• **ACTIVITY**: For this exercise, copy all the data exactly and include none of the pictures.

• **DATA FOR THIS TASK**:
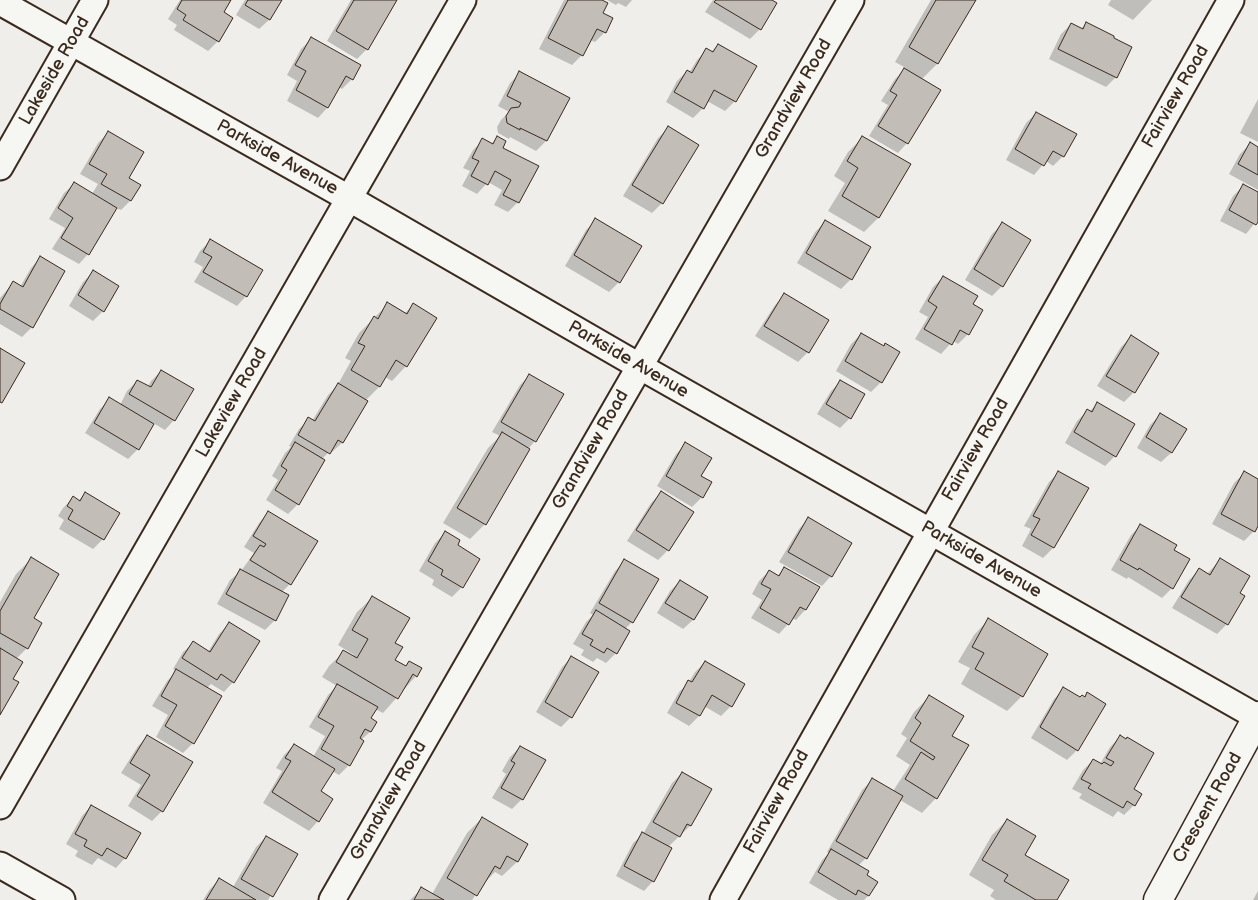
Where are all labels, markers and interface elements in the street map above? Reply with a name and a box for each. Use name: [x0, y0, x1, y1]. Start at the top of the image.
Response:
street label: Lakeside Road: [15, 13, 95, 129]
street label: Grandview Road: [751, 35, 837, 163]
street label: Fairview Road: [1138, 42, 1214, 152]
street label: Parkside Avenue: [213, 116, 341, 200]
street label: Parkside Avenue: [564, 317, 692, 403]
street label: Lakeview Road: [192, 344, 272, 462]
street label: Grandview Road: [548, 386, 634, 514]
street label: Fairview Road: [938, 395, 1014, 505]
street label: Parkside Avenue: [917, 517, 1045, 603]
street label: Grandview Road: [346, 737, 432, 865]
street label: Fairview Road: [740, 746, 814, 858]
street label: Crescent Road: [1169, 749, 1247, 867]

• **ANSWER**:
Where are all labels, markers and interface elements in the street map above? Reply with a name and a box for each. Use name: [x0, y0, x1, y1]. Start at the top of the image.
Response:
street label: Lakeside Road: [15, 13, 95, 129]
street label: Grandview Road: [751, 35, 837, 163]
street label: Fairview Road: [1138, 42, 1214, 152]
street label: Parkside Avenue: [213, 116, 341, 200]
street label: Parkside Avenue: [564, 317, 692, 403]
street label: Lakeview Road: [192, 344, 272, 462]
street label: Grandview Road: [548, 386, 634, 514]
street label: Fairview Road: [938, 395, 1014, 505]
street label: Parkside Avenue: [917, 517, 1045, 603]
street label: Grandview Road: [346, 737, 432, 865]
street label: Fairview Road: [740, 746, 814, 858]
street label: Crescent Road: [1169, 749, 1247, 867]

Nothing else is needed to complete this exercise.